Allows users to independently disable JIT and ONNX export
Fixes a few warnings related to (unnecessary) branching in our crop method (but that didn't solve the issues I encountered)
~~completely recreates the model inside the JIT export subprocess to avoid any side effects on the main process model - so slightly larger (GPU) memory footprint~~
still keeps the spawned process to avoid memory leaks
fixes a bug (I think it is) in which our exports were done in training mode
adds tests to verify the export functions are called when expected

codecov · 2025-08-11T11:49:32Z

Codecov Report

✅ All modified and coverable lines are covered by tests.
✅ Project coverage is 99.95%. Comparing base (05256cf) to head (82607e8).
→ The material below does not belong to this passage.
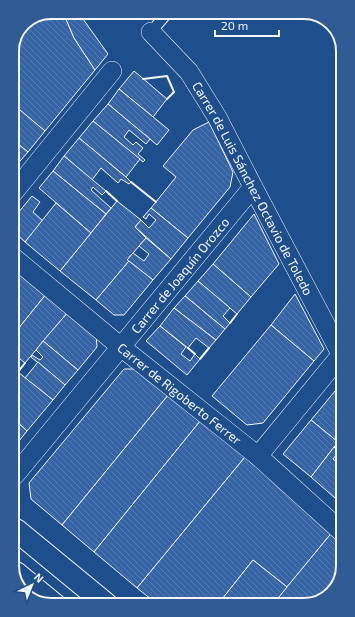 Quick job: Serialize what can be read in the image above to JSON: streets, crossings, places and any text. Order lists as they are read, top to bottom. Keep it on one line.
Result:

Additional details and impacted files

@@           Coverage Diff           @@
##             main    #1012   +/-   ##
=======================================
  Coverage   99.95%   99.95%           
=======================================
  Files         179      180    +1     
  Lines        8497     8518   +21     
=======================================
+ Hits         8493     8514   +21     
  Misses          4        4

☔ View full report in Codecov by Sentry.
📢 Have feedback on the report? Share it here.

🚀 New features to boost your workflow:

❄️ Test Analytics: Detect flaky tests, report on failures, and find test suite problems.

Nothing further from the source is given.